**EXTRACTED MATERIAL**
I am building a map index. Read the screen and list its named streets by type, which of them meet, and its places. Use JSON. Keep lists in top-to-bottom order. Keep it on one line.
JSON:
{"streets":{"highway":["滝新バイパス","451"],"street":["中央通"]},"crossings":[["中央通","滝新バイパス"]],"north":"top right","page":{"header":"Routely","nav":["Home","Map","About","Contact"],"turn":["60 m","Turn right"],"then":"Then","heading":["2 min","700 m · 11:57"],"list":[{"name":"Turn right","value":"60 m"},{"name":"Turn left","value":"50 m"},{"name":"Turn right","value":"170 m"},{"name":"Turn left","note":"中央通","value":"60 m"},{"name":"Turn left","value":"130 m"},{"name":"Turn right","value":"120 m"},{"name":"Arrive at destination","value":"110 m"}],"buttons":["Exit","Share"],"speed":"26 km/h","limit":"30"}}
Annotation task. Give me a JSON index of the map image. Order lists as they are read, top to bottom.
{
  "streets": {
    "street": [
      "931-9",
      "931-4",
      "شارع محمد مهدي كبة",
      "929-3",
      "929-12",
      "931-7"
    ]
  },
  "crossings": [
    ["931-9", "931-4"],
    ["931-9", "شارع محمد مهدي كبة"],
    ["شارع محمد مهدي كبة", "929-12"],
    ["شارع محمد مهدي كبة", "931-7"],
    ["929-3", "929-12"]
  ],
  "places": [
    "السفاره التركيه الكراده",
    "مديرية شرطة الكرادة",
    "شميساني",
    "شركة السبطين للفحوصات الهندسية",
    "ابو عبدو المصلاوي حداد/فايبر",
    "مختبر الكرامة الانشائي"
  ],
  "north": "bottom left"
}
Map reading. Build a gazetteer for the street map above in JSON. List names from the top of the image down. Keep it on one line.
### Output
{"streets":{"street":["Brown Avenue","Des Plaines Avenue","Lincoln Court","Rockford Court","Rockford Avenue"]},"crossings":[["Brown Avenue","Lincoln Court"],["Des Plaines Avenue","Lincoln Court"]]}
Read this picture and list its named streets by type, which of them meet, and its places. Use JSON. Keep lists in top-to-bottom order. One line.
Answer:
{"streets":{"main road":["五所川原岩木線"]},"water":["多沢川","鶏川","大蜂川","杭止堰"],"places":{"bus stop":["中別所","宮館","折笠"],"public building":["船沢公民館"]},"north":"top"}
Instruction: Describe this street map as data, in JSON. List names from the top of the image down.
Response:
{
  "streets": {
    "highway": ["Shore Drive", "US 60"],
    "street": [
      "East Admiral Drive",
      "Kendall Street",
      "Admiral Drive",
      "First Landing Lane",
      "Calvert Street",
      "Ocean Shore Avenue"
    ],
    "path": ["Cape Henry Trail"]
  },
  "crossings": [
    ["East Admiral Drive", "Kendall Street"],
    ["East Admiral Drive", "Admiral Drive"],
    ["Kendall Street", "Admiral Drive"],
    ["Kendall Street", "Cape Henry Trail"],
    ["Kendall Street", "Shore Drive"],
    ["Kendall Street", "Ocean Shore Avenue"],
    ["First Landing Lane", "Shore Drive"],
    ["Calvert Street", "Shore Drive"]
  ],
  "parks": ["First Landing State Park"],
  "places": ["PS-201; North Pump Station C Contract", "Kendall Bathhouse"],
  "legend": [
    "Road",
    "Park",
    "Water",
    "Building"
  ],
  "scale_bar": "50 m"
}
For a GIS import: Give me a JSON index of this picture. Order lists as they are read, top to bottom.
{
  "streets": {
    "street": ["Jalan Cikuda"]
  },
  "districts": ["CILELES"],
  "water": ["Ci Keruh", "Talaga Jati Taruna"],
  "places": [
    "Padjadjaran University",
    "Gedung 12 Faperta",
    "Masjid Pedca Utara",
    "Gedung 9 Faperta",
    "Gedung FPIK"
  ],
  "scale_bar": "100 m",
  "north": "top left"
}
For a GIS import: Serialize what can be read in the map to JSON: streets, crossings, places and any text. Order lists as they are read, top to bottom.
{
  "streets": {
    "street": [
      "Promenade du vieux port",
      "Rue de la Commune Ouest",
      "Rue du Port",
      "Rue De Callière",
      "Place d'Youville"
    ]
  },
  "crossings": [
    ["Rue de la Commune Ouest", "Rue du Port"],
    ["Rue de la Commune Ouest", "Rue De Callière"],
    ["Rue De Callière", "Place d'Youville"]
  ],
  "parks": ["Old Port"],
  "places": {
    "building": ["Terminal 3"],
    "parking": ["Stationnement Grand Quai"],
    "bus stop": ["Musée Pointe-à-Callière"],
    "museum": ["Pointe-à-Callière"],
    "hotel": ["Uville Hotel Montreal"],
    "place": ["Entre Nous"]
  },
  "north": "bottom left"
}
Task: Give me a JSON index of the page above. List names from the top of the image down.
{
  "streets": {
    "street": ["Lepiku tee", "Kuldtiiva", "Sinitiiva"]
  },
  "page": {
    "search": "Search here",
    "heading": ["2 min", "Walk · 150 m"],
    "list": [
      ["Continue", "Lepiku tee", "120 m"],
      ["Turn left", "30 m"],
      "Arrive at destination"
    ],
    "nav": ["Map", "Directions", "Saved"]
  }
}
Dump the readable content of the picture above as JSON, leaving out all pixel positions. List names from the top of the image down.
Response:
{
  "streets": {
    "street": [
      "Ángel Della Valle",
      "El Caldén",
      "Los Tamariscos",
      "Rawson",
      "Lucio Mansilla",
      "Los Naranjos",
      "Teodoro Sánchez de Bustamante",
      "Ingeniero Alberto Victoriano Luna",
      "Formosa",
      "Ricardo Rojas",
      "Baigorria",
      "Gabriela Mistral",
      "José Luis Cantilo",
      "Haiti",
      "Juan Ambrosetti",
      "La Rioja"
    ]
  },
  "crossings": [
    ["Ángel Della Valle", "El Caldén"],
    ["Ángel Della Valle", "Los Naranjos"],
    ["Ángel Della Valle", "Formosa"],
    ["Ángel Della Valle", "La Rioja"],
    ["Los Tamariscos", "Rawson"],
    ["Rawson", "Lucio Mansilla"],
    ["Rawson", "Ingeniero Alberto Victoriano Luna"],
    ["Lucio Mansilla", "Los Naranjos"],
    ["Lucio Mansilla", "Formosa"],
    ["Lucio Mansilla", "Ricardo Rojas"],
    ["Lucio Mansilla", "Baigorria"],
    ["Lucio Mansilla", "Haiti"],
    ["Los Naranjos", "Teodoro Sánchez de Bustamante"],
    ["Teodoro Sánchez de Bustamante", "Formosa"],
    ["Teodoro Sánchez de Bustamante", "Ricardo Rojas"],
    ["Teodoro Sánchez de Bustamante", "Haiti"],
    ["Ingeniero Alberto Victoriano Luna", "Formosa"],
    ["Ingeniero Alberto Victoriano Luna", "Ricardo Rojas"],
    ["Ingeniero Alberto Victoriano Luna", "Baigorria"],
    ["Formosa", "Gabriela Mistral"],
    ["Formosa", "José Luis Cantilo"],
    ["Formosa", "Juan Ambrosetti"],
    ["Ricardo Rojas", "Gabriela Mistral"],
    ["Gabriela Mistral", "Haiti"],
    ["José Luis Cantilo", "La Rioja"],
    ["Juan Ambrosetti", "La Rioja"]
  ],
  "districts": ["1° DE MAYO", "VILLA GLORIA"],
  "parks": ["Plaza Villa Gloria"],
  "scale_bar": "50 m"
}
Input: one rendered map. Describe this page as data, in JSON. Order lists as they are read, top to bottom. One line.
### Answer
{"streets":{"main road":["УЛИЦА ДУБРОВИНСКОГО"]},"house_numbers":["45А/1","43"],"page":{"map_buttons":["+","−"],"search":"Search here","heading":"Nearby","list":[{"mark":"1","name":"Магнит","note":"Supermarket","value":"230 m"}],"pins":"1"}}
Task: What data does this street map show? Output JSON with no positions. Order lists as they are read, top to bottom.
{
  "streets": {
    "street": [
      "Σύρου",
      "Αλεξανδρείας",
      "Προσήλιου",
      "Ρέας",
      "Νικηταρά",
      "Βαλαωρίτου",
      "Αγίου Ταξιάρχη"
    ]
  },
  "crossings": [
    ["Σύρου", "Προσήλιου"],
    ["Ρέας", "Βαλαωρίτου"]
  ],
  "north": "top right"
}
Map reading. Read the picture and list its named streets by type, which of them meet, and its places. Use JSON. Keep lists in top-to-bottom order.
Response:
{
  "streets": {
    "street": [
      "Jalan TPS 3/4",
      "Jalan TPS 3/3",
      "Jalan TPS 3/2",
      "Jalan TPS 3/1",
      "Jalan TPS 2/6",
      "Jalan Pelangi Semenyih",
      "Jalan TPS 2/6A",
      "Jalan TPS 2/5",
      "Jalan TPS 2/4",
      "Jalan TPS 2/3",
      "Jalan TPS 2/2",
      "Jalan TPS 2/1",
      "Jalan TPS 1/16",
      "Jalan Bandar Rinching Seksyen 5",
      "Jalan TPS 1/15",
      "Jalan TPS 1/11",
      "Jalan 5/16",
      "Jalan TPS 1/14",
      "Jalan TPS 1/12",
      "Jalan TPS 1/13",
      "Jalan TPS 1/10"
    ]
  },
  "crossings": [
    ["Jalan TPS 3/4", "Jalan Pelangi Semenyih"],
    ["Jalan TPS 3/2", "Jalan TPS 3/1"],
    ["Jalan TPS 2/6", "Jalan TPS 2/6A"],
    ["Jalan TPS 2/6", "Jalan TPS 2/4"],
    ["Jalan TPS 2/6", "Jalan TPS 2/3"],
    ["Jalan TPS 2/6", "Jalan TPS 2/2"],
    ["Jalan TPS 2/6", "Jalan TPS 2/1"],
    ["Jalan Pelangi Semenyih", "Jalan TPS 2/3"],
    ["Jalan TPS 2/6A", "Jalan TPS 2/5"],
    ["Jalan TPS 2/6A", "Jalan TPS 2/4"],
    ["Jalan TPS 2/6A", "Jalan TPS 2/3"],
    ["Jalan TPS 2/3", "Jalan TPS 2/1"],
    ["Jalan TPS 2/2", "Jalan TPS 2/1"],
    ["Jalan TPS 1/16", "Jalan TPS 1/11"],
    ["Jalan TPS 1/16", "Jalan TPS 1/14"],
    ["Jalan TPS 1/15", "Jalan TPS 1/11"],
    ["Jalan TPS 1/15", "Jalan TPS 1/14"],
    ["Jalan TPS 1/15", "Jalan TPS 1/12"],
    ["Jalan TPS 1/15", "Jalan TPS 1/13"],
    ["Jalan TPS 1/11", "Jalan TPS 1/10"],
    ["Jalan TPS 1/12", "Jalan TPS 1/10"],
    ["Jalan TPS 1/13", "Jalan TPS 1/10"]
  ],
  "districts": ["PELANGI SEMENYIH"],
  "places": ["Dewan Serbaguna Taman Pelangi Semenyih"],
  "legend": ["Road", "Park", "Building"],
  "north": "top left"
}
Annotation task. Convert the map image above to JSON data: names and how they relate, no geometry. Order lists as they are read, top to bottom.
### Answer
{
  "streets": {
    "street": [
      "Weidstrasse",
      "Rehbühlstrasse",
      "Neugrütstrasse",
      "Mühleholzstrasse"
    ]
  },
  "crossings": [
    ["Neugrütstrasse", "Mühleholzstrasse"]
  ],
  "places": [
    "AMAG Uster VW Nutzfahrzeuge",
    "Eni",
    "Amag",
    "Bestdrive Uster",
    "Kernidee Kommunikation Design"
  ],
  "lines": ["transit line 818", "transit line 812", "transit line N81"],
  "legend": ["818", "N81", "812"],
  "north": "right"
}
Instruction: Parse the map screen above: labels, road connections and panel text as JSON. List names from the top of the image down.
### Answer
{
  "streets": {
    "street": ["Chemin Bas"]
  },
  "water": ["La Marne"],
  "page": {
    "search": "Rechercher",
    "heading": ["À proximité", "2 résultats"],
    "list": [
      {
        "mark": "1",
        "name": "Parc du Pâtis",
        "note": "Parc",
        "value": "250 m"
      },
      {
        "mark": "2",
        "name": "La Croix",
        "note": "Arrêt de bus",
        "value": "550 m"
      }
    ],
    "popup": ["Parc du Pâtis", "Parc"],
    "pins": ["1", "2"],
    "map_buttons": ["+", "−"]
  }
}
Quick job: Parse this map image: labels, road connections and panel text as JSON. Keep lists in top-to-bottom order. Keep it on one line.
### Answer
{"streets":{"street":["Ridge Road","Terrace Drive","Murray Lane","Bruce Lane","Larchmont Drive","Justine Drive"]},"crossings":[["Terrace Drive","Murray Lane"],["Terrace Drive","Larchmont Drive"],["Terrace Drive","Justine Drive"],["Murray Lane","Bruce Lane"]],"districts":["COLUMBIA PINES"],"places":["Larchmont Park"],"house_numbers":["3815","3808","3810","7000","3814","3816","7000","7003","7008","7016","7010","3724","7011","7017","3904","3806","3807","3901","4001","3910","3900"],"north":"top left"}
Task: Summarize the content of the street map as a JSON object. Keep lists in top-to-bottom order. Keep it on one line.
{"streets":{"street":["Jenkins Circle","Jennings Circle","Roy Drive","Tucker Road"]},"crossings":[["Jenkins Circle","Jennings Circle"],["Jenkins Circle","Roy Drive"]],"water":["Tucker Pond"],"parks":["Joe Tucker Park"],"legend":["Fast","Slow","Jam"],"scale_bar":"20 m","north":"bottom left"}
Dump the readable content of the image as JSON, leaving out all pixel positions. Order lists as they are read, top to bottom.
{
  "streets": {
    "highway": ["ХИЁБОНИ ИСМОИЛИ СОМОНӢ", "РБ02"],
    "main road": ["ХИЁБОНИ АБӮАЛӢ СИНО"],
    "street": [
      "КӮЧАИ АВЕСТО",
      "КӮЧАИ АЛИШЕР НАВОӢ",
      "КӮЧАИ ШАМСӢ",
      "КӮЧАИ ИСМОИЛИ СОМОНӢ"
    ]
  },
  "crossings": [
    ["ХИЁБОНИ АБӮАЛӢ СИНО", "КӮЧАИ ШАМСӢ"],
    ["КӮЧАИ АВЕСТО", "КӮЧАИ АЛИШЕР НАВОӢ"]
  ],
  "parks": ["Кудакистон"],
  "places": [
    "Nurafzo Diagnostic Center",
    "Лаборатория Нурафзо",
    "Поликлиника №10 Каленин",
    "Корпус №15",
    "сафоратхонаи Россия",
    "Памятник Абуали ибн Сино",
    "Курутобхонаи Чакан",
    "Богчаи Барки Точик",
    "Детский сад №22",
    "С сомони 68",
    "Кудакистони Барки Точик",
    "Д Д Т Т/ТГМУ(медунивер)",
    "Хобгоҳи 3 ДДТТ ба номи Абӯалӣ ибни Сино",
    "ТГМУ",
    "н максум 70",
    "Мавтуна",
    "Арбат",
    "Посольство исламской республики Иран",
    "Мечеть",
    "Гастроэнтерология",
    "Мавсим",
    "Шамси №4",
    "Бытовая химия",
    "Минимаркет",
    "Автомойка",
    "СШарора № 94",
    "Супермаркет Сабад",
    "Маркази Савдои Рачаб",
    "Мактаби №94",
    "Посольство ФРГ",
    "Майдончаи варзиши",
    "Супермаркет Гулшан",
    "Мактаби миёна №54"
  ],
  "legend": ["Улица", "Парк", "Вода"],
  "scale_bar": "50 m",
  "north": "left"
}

**ACTION ITEM**
Work out how many lines of the data hold the string "Describe". Reply with that number alone.

**YOUR SOLUTION**
2